■ Directions for this task: All entries below are to be copied precisely as they appear.

■ Stored data:
····················

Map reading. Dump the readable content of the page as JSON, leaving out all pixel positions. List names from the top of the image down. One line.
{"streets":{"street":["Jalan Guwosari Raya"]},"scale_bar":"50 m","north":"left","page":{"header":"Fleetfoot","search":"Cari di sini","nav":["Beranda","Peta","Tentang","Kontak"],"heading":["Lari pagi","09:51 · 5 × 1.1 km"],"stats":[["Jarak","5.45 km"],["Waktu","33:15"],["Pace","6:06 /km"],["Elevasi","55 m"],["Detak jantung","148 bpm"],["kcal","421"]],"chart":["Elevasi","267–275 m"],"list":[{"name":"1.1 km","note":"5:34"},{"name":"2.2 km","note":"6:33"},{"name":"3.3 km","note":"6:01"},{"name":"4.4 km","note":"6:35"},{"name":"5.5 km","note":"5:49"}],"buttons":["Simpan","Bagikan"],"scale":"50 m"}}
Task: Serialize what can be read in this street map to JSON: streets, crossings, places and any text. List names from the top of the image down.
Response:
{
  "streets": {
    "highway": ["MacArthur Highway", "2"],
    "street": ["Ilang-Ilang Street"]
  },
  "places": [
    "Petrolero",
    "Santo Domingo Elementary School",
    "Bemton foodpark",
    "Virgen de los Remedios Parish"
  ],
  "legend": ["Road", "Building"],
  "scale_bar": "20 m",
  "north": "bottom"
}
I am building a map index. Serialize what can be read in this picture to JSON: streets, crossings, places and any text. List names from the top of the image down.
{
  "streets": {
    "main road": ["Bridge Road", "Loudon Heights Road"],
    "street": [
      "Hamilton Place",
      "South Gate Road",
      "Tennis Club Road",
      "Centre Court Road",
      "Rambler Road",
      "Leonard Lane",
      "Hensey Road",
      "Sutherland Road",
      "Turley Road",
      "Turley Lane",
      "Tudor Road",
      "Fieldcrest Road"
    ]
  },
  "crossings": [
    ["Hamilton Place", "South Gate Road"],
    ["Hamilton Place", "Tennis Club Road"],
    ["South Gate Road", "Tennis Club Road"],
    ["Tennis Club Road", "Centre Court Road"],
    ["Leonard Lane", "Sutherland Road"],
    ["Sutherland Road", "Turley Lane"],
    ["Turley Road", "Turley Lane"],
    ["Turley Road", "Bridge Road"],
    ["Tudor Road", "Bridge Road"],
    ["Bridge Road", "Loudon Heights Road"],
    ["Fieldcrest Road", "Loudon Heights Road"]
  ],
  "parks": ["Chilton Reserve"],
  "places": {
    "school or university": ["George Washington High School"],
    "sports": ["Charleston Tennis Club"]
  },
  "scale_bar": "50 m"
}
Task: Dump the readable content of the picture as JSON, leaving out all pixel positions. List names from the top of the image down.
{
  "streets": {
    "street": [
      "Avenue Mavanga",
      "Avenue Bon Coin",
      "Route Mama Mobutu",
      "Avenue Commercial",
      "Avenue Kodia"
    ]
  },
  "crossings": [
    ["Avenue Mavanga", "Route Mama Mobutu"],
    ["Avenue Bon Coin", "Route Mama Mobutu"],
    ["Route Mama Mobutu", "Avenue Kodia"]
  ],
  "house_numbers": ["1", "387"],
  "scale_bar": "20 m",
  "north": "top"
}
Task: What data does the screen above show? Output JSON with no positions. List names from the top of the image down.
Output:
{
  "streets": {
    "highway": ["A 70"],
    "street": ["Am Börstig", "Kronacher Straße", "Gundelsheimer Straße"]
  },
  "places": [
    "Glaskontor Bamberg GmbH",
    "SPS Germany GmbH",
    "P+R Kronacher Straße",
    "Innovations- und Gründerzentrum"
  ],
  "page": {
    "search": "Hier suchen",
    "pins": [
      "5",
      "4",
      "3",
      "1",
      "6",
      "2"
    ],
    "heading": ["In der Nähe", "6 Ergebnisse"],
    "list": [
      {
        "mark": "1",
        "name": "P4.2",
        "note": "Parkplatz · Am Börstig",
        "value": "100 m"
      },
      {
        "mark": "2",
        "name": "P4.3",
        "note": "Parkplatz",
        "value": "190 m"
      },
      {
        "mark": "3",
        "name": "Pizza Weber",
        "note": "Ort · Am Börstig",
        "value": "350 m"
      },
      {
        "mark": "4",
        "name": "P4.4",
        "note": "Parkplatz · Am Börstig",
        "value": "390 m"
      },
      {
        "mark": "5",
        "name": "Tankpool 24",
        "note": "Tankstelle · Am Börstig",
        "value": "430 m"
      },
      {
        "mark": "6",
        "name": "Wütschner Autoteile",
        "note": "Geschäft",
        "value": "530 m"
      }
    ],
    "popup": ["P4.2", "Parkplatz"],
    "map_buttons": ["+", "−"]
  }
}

····················

■ Solution for this problem:
Map reading. Dump the readable content of the page as JSON, leaving out all pixel positions. List names from the top of the image down. One line.
{"streets":{"street":["Jalan Guwosari Raya"]},"scale_bar":"50 m","north":"left","page":{"header":"Fleetfoot","search":"Cari di sini","nav":["Beranda","Peta","Tentang","Kontak"],"heading":["Lari pagi","09:51 · 5 × 1.1 km"],"stats":[["Jarak","5.45 km"],["Waktu","33:15"],["Pace","6:06 /km"],["Elevasi","55 m"],["Detak jantung","148 bpm"],["kcal","421"]],"chart":["Elevasi","267–275 m"],"list":[{"name":"1.1 km","note":"5:34"},{"name":"2.2 km","note":"6:33"},{"name":"3.3 km","note":"6:01"},{"name":"4.4 km","note":"6:35"},{"name":"5.5 km","note":"5:49"}],"buttons":["Simpan","Bagikan"],"scale":"50 m"}}
Task: Serialize what can be read in this street map to JSON: streets, crossings, places and any text. List names from the top of the image down.
Response:
{
  "streets": {
    "highway": ["MacArthur Highway", "2"],
    "street": ["Ilang-Ilang Street"]
  },
  "places": [
    "Petrolero",
    "Santo Domingo Elementary School",
    "Bemton foodpark",
    "Virgen de los Remedios Parish"
  ],
  "legend": ["Road", "Building"],
  "scale_bar": "20 m",
  "north": "bottom"
}
I am building a map index. Serialize what can be read in this picture to JSON: streets, crossings, places and any text. List names from the top of the image down.
{
  "streets": {
    "main road": ["Bridge Road", "Loudon Heights Road"],
    "street": [
      "Hamilton Place",
      "South Gate Road",
      "Tennis Club Road",
      "Centre Court Road",
      "Rambler Road",
      "Leonard Lane",
      "Hensey Road",
      "Sutherland Road",
      "Turley Road",
      "Turley Lane",
      "Tudor Road",
      "Fieldcrest Road"
    ]
  },
  "crossings": [
    ["Hamilton Place", "South Gate Road"],
    ["Hamilton Place", "Tennis Club Road"],
    ["South Gate Road", "Tennis Club Road"],
    ["Tennis Club Road", "Centre Court Road"],
    ["Leonard Lane", "Sutherland Road"],
    ["Sutherland Road", "Turley Lane"],
    ["Turley Road", "Turley Lane"],
    ["Turley Road", "Bridge Road"],
    ["Tudor Road", "Bridge Road"],
    ["Bridge Road", "Loudon Heights Road"],
    ["Fieldcrest Road", "Loudon Heights Road"]
  ],
  "parks": ["Chilton Reserve"],
  "places": {
    "school or university": ["George Washington High School"],
    "sports": ["Charleston Tennis Club"]
  },
  "scale_bar": "50 m"
}
Task: Dump the readable content of the picture as JSON, leaving out all pixel positions. List names from the top of the image down.
{
  "streets": {
    "street": [
      "Avenue Mavanga",
      "Avenue Bon Coin",
      "Route Mama Mobutu",
      "Avenue Commercial",
      "Avenue Kodia"
    ]
  },
  "crossings": [
    ["Avenue Mavanga", "Route Mama Mobutu"],
    ["Avenue Bon Coin", "Route Mama Mobutu"],
    ["Route Mama Mobutu", "Avenue Kodia"]
  ],
  "house_numbers": ["1", "387"],
  "scale_bar": "20 m",
  "north": "top"
}
Task: What data does the screen above show? Output JSON with no positions. List names from the top of the image down.
Output:
{
  "streets": {
    "highway": ["A 70"],
    "street": ["Am Börstig", "Kronacher Straße", "Gundelsheimer Straße"]
  },
  "places": [
    "Glaskontor Bamberg GmbH",
    "SPS Germany GmbH",
    "P+R Kronacher Straße",
    "Innovations- und Gründerzentrum"
  ],
  "page": {
    "search": "Hier suchen",
    "pins": [
      "5",
      "4",
      "3",
      "1",
      "6",
      "2"
    ],
    "heading": ["In der Nähe", "6 Ergebnisse"],
    "list": [
      {
        "mark": "1",
        "name": "P4.2",
        "note": "Parkplatz · Am Börstig",
        "value": "100 m"
      },
      {
        "mark": "2",
        "name": "P4.3",
        "note": "Parkplatz",
        "value": "190 m"
      },
      {
        "mark": "3",
        "name": "Pizza Weber",
        "note": "Ort · Am Börstig",
        "value": "350 m"
      },
      {
        "mark": "4",
        "name": "P4.4",
        "note": "Parkplatz · Am Börstig",
        "value": "390 m"
      },
      {
        "mark": "5",
        "name": "Tankpool 24",
        "note": "Tankstelle · Am Börstig",
        "value": "430 m"
      },
      {
        "mark": "6",
        "name": "Wütschner Autoteile",
        "note": "Geschäft",
        "value": "530 m"
      }
    ],
    "popup": ["P4.2", "Parkplatz"],
    "map_buttons": ["+", "−"]
  }
}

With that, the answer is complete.